The Court accordingly concludes that there has been no violation of Article 6 § 1 of the Convention in the present case.
4.15 Kuijer heeft op voormeld arrest in EHRC 2005, 13 geannoteerd:
2. "Cumulatie" van functies: rechter - advocaat?
Het Hof begint in rechtsoverweging 45 door te herhalen dat de cumulatie van de rechterlijke functie met een andere functie (zoals die van een advocaat) gerechtvaardigde twijfels ten aanzien van de onpartijdigheid van een rechter kan oproepen. Echter, ik vraag me af of in het onderhavige geval wel gesproken kan worden van een zuivere cumulatie van functies. Daarvan is mijns inziens slechts sprake bij de simultane uitoefening van meerdere functies. In het onderhavige geval was hiervan sprake tot 1995 toen P.L. zowel actief was als rechter en als advocaat. De essentie van de onderhavige klacht heeft echter betrekking op het rechterlijk oordeel in 1998, de vermeende partijdigheid van een rechter vanwege de uitoefening van een eerdere functie. Mijns inziens moet de consecutieve uitoefening van verscheidene functies anders worden beoordeeld dan de simultane cumulatie van functies. Dat betekent dat de EHRM-rechtspraak inzake cumulatie van functies niet onverkort geldt in het onderhavige geval. Bij de consecutieve uitoefening van diverse functies moet mijns inziens veeleer worden uitgegaan van de professionaliteit van de betrokken rechter. De desbetreffende persoon heeft simpelweg een andere carrière gekozen. Het enkele feit dat een rechter niet altijd al actief is geweest als rechter, kan niet doorslaggevend zijn. Aanvullende gronden voor zijn of haar partijdigheid moeten worden aangevoerd door een klager. Bij een simultane cumulatie van functies daarentegen is twijfel omtrent de rechterlijke partijdigheid eerder gerechtvaardigd, zij het dat ook dan sprake moet zijn van aanvullende gronden. Het enkele feit dat sprake is van een cumulatie van functies is niet als zodanig in strijd met de vereisten van art. 6 EVRM (zie ook EHRM 21 december 2000, Wettstein t. Zwitserland, EHRC 2001/15, par. 41).
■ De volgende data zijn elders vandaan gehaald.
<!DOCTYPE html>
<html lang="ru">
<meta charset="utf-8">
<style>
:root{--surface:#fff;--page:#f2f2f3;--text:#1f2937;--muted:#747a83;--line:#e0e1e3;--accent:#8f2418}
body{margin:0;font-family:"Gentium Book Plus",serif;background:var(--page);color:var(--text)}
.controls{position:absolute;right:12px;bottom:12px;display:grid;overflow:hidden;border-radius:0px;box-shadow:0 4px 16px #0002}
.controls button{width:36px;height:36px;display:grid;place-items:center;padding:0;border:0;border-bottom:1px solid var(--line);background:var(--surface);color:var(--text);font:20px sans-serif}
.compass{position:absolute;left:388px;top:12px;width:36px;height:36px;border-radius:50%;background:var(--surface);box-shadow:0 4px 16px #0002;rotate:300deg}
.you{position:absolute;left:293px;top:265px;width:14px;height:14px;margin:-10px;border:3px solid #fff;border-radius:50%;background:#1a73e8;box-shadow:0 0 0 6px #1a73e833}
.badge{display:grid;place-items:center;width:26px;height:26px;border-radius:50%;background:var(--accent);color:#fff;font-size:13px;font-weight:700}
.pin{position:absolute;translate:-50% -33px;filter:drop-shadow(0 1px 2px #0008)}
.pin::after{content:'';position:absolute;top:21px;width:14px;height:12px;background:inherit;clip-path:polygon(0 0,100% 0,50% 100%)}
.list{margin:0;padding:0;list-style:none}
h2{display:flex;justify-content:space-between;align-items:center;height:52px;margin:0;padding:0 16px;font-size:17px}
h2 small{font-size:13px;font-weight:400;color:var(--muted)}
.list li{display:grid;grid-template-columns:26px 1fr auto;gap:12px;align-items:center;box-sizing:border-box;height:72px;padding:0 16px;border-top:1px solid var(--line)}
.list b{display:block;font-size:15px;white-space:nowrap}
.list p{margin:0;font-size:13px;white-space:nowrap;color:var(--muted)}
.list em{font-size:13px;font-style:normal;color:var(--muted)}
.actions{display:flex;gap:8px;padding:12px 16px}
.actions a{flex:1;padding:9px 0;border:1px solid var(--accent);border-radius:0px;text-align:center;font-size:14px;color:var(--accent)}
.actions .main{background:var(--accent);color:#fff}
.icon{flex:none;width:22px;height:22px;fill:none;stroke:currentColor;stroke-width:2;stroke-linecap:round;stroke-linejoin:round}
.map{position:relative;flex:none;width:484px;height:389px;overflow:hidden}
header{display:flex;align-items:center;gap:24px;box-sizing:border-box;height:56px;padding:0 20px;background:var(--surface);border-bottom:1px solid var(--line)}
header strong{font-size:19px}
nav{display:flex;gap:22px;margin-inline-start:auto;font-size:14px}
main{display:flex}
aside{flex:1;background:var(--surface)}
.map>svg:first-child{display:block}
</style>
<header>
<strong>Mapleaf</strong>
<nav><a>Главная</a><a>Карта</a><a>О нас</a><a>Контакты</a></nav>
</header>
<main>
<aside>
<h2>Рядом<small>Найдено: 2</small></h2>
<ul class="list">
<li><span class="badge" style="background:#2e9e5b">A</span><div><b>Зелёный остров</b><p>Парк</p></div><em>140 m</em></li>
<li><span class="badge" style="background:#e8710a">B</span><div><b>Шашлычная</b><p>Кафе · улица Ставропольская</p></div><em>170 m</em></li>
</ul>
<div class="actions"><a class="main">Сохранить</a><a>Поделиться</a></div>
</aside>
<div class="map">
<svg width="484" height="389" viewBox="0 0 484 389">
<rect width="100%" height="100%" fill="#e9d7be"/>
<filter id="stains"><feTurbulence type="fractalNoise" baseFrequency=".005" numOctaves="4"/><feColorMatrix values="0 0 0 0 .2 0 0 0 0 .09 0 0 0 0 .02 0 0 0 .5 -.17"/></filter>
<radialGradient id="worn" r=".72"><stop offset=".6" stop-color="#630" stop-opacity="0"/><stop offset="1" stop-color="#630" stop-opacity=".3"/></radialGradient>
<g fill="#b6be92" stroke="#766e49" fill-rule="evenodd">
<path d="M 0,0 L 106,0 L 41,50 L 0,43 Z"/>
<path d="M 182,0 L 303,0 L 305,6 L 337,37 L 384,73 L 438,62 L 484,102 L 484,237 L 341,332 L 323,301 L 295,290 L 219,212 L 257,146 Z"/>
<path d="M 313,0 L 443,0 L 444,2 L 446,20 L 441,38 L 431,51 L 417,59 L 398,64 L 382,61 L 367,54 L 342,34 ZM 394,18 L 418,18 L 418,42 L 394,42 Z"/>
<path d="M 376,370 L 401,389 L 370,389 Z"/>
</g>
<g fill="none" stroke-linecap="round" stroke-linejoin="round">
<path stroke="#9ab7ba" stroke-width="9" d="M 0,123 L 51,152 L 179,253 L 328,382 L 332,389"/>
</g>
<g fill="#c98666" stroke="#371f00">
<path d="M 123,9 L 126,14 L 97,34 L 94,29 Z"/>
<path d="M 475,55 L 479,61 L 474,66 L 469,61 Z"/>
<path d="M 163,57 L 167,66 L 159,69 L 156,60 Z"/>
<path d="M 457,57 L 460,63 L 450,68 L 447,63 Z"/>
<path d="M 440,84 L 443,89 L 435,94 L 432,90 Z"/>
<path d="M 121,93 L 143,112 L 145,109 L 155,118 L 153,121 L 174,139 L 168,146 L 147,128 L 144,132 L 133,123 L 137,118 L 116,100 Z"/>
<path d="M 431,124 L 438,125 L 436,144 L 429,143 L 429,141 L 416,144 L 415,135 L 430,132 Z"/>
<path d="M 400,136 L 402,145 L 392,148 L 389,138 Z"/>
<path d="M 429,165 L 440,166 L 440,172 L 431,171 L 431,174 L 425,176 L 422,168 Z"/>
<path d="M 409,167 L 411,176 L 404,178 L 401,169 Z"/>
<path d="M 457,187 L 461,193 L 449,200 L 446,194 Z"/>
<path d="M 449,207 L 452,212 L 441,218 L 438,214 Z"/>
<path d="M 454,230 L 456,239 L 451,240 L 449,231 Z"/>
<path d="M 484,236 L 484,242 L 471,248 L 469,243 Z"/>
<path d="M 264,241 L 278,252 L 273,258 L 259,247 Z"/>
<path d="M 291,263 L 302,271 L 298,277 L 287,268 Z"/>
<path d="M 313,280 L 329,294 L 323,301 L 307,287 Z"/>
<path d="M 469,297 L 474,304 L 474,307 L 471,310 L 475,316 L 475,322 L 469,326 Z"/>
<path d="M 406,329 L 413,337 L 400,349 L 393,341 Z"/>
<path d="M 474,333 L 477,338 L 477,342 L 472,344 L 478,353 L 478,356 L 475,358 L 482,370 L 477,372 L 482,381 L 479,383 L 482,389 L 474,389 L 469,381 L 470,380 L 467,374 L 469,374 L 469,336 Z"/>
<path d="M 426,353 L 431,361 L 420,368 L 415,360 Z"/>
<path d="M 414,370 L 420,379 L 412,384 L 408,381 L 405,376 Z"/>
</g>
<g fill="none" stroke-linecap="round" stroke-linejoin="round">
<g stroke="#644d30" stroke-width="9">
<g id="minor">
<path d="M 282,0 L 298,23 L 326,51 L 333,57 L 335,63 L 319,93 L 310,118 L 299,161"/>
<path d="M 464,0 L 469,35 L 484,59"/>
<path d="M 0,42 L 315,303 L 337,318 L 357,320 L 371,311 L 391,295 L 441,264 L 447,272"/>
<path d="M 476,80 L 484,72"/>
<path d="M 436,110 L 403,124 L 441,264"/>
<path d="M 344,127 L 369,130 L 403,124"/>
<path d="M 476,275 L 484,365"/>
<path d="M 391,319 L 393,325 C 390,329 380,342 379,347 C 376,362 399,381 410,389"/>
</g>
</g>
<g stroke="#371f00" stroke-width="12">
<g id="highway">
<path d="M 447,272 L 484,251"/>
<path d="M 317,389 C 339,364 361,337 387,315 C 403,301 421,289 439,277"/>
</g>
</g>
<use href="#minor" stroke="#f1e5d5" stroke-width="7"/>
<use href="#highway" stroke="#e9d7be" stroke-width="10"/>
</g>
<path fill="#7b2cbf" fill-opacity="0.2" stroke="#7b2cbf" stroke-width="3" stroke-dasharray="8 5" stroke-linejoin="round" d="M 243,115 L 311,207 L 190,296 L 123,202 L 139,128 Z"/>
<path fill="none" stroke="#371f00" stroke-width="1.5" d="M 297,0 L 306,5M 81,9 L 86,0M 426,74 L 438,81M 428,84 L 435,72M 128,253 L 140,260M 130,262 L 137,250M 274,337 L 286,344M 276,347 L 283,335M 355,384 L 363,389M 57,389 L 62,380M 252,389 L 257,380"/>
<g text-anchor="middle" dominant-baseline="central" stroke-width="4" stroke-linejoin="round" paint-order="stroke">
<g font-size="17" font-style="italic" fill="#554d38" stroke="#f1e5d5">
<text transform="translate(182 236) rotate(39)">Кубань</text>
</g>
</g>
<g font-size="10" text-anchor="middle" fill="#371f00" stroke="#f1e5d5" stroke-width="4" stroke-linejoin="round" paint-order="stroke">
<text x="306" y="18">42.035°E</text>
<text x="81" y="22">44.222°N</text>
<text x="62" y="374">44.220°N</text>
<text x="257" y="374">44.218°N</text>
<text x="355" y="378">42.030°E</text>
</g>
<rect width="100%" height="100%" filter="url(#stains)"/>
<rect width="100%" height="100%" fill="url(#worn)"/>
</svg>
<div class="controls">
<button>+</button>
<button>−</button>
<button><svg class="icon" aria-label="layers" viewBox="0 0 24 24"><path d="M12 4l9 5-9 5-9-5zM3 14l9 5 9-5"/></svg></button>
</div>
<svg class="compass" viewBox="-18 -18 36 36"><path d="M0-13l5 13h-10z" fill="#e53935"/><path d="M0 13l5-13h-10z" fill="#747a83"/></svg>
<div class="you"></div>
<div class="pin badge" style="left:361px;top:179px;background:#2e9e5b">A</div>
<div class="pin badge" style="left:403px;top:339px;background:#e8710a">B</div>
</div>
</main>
Een tweede inleidende opmerking: indien de rechter geconfronteerd zou zijn geweest met dezelfde rechtszaak, zou deze rechter zich dienen te verschonen. Daarbij is irrelevant of sprake is van een simultane of consecutieve uitoefening van een andere functie. Eveneens zou het tijdsverloop mijns inziens in dat geval irrelevant zijn. In het onderhavige geval is echter geen sprake van "dezelfde" zaak (vgl. dezelfde discussie in EHRM 6 mei 2003, Kleyn e.a. t. Nederland, EHRC 2003/54).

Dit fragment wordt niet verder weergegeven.